Vom Abteil direkt in den Skilift
Allein sieben Skigebiete von Österreichs größtem Liftverbund Ski Amadé haben direkten Bahnanschluss. Mehrfach täglich ist eine Fahrt ohne Umsteigen nach Bad Hofgastein, Bad Gastein, Bischofshofen, St. Johann/Pongau, Radstadt, Saalfelden, Schladming und Schwarzach möglich. Zwischen den fünf Ski-Amadé-Regionen Salzburger Sportwelt, Schladming-Dachstein, Gastein, Hochkönig und Großarltal sind Skibusse und Shuttle-Taxis unterwegs.
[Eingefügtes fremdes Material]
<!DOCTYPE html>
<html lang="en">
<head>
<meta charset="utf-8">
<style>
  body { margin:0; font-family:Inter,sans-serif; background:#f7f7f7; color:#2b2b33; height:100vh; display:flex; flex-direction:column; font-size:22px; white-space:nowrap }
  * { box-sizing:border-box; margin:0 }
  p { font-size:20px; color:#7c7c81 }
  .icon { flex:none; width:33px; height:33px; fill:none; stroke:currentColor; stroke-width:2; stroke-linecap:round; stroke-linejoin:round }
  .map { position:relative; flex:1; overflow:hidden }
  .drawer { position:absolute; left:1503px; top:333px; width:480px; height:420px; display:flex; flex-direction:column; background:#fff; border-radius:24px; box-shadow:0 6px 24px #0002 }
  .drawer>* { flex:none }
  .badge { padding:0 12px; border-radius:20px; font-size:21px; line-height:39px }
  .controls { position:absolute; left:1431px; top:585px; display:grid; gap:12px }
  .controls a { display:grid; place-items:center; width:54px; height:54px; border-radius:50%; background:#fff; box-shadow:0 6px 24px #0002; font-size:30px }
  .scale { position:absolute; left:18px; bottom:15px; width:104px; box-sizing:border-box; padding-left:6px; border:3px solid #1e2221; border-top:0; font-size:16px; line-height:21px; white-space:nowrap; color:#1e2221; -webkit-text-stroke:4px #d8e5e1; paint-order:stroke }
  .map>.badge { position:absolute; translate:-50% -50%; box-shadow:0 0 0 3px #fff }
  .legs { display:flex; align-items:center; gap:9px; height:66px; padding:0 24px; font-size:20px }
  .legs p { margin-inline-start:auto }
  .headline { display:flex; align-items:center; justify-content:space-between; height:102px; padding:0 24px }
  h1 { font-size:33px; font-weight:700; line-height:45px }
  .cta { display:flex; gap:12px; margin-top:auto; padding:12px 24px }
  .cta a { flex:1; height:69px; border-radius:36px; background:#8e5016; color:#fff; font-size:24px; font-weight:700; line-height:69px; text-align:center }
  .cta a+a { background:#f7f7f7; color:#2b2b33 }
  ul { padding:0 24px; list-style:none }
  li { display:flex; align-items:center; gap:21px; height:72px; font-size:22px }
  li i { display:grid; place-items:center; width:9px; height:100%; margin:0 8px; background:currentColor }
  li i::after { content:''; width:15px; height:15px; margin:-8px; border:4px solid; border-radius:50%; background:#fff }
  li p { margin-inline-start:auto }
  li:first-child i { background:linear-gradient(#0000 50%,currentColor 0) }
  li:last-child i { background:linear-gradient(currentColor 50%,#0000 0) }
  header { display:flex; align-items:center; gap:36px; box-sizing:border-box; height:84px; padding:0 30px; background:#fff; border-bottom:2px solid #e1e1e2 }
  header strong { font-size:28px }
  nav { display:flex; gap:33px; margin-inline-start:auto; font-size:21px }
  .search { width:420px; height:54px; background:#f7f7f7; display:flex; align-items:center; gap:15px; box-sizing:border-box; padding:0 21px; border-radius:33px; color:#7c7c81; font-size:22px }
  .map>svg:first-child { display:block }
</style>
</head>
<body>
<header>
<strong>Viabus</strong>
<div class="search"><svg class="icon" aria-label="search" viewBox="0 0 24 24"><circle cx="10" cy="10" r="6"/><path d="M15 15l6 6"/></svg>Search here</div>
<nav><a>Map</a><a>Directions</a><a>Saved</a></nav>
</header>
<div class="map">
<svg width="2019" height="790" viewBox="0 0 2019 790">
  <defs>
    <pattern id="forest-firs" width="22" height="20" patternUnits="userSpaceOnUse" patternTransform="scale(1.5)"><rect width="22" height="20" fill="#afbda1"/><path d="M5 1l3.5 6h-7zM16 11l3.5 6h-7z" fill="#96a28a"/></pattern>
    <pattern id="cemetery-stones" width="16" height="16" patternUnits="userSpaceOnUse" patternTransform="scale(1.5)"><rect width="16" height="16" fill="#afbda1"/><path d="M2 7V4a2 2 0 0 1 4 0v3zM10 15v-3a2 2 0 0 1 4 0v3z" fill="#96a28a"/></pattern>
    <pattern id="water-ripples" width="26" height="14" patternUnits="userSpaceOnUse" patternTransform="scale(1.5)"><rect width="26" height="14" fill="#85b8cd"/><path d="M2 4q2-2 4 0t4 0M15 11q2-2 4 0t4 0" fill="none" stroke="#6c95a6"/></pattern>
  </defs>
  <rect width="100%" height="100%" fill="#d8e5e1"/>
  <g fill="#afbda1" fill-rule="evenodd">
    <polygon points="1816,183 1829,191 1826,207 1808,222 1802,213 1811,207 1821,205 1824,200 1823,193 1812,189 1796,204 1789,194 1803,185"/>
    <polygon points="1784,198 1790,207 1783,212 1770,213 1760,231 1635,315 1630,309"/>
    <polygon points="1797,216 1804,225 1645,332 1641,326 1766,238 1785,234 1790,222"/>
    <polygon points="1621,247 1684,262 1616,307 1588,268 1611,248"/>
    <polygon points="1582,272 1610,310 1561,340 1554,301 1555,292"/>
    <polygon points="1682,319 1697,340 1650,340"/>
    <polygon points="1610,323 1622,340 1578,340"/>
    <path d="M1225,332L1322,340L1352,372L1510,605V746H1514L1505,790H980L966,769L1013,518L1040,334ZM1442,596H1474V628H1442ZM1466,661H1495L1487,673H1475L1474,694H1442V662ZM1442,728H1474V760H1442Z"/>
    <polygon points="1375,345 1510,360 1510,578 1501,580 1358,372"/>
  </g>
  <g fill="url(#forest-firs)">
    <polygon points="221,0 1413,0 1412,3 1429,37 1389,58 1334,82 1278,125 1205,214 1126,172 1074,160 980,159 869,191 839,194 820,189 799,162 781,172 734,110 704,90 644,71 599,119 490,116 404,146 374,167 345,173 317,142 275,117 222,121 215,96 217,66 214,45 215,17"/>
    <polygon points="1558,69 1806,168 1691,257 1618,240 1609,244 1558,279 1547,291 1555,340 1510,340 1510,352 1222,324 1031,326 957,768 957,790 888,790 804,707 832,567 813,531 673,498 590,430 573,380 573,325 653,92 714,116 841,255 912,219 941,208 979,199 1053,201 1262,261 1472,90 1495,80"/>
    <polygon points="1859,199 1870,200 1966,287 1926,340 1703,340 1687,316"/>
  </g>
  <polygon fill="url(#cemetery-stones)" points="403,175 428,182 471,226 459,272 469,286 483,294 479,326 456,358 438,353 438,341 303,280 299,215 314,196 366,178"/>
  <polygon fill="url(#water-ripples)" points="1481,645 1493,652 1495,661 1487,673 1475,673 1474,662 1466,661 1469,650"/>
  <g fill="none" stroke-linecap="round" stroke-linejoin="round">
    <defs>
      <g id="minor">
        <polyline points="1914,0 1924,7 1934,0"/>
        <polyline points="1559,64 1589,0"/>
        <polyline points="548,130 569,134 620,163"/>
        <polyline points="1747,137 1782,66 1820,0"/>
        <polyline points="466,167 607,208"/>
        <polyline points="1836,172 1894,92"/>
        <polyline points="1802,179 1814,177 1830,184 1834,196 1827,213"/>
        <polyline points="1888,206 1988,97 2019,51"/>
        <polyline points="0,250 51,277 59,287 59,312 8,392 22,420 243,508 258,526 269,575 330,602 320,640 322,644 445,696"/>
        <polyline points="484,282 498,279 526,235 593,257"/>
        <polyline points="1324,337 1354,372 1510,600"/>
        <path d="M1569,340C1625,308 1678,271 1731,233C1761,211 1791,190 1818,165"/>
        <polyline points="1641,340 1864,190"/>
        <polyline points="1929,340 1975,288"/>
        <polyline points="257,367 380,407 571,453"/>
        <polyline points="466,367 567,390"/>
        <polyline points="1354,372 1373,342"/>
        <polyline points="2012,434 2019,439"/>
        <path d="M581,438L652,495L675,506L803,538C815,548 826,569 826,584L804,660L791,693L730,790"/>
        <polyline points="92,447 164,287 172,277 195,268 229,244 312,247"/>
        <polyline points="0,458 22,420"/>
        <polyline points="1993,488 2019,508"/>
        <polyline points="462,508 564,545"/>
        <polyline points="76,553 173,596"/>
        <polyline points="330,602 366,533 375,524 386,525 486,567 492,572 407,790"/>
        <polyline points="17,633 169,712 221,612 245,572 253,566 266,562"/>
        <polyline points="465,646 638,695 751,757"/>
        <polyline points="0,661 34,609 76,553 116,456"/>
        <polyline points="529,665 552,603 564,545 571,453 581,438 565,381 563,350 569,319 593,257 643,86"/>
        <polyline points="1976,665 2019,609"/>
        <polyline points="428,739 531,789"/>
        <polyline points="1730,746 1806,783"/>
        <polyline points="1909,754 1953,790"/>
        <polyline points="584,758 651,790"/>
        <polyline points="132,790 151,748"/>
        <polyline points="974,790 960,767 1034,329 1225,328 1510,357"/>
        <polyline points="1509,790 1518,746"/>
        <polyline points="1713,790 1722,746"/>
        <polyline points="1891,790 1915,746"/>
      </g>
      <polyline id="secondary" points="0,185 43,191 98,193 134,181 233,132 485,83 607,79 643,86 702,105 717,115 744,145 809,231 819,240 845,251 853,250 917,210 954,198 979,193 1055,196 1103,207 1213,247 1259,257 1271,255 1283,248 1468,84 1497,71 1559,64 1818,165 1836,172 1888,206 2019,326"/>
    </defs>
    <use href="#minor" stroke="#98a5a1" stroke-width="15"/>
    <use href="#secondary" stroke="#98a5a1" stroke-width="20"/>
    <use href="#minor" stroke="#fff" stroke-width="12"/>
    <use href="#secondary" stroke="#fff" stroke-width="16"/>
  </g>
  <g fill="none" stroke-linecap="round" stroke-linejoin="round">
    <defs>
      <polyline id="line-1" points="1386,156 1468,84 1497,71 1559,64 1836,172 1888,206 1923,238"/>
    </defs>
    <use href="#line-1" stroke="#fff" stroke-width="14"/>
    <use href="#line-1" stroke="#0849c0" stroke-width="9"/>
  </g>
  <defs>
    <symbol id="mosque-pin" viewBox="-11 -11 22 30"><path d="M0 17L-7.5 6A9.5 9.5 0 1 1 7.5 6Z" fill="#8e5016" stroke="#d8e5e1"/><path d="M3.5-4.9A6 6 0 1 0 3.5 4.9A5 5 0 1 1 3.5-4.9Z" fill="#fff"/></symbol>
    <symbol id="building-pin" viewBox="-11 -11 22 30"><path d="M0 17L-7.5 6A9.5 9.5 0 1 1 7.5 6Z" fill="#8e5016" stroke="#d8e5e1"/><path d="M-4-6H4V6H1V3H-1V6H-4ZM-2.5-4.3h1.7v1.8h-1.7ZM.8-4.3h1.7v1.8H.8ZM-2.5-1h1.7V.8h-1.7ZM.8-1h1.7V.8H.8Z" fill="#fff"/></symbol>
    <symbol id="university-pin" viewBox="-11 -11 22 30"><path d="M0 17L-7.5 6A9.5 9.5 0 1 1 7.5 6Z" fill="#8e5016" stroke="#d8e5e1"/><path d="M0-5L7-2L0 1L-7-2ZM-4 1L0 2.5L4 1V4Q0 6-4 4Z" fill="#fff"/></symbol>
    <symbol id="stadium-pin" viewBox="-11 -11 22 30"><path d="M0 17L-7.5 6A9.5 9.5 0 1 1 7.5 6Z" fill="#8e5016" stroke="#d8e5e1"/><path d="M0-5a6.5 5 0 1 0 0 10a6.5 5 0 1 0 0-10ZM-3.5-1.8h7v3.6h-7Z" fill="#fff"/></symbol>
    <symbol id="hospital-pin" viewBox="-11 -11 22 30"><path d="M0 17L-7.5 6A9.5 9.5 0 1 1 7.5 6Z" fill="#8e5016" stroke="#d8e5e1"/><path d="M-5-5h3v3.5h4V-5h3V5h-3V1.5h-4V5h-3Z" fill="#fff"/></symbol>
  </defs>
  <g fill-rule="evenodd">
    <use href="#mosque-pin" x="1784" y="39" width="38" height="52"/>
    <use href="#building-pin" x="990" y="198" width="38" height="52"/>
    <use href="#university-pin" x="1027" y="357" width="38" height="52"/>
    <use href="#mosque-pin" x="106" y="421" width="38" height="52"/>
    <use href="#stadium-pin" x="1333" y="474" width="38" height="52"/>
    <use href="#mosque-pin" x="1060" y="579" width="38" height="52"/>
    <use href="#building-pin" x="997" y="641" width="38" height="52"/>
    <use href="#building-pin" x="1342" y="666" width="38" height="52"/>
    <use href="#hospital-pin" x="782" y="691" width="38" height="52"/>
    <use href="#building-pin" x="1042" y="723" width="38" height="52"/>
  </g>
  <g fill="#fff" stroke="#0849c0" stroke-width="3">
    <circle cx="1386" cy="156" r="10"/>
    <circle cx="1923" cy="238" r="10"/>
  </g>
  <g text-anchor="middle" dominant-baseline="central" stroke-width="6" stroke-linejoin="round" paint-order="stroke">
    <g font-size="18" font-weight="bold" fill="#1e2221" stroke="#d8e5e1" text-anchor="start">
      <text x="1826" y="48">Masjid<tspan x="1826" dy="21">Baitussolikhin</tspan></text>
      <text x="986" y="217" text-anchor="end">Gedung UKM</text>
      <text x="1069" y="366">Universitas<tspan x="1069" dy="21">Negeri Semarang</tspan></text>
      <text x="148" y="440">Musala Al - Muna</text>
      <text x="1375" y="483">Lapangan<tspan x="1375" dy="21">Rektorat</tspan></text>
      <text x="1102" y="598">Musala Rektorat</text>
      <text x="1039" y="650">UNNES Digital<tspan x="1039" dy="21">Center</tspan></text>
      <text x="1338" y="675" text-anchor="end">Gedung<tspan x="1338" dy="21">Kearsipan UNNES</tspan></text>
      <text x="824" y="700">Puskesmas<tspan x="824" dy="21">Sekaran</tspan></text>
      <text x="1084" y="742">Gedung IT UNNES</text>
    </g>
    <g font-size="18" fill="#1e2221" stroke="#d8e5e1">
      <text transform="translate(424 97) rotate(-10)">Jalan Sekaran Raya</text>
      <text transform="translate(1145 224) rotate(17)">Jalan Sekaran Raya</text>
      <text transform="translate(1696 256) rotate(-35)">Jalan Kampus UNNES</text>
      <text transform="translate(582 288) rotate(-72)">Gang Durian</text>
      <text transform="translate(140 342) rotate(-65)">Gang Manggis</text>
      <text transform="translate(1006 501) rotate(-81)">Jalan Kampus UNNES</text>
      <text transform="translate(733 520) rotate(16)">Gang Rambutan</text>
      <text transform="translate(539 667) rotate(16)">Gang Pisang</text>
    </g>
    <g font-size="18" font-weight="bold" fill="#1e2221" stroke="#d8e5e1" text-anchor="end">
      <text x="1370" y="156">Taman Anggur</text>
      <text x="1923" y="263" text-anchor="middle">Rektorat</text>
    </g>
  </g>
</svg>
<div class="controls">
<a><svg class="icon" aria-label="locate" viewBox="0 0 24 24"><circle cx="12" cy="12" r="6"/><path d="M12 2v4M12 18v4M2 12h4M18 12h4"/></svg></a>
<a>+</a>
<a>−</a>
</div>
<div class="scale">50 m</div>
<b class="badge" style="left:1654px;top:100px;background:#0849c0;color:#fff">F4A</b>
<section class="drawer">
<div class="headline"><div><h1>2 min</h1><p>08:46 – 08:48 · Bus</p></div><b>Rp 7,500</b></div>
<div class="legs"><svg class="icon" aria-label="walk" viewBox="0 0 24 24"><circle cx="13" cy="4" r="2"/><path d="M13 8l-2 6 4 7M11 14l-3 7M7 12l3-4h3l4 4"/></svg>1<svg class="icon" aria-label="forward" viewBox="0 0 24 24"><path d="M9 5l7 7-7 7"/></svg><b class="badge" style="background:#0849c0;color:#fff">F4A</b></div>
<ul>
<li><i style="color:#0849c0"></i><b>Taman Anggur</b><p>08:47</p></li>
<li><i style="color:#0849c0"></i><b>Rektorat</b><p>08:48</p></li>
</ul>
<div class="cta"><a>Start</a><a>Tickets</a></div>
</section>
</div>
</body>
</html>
Raus aus München, rein in den Schnee
Gerade am Wochenende, wenn durch Urlauberwechsel und Tagesgäste die Straßen in die Berge dicht sind, sind Kombi-Tickets aus den alpennahen Städten eine attraktive Alternative. So bringt die Bayerische Oberlandbahn Wintersportler in die Alpen-Plus-Gebiete Brauneck, Wallberg, Spitzingsee und Sudelfeld. Liftpass, Zug und Regionalbusse sind im Preis von etwa 40 Euro schon enthalten.
Von Januar bis März startet jeden Samstag und Sonntag, sowie an Feiertagen um sieben Uhr ein Sonderzug am Münchner Hauptbahnhof. 80 Minuten später stehen die Passagiere an der Hausbergbahn. 42 Euro kosten Fahrkarte und Tagesskipass für Erwachsene. Für das Zugspitz-Gebiet kostet das Ticket 48 Euro.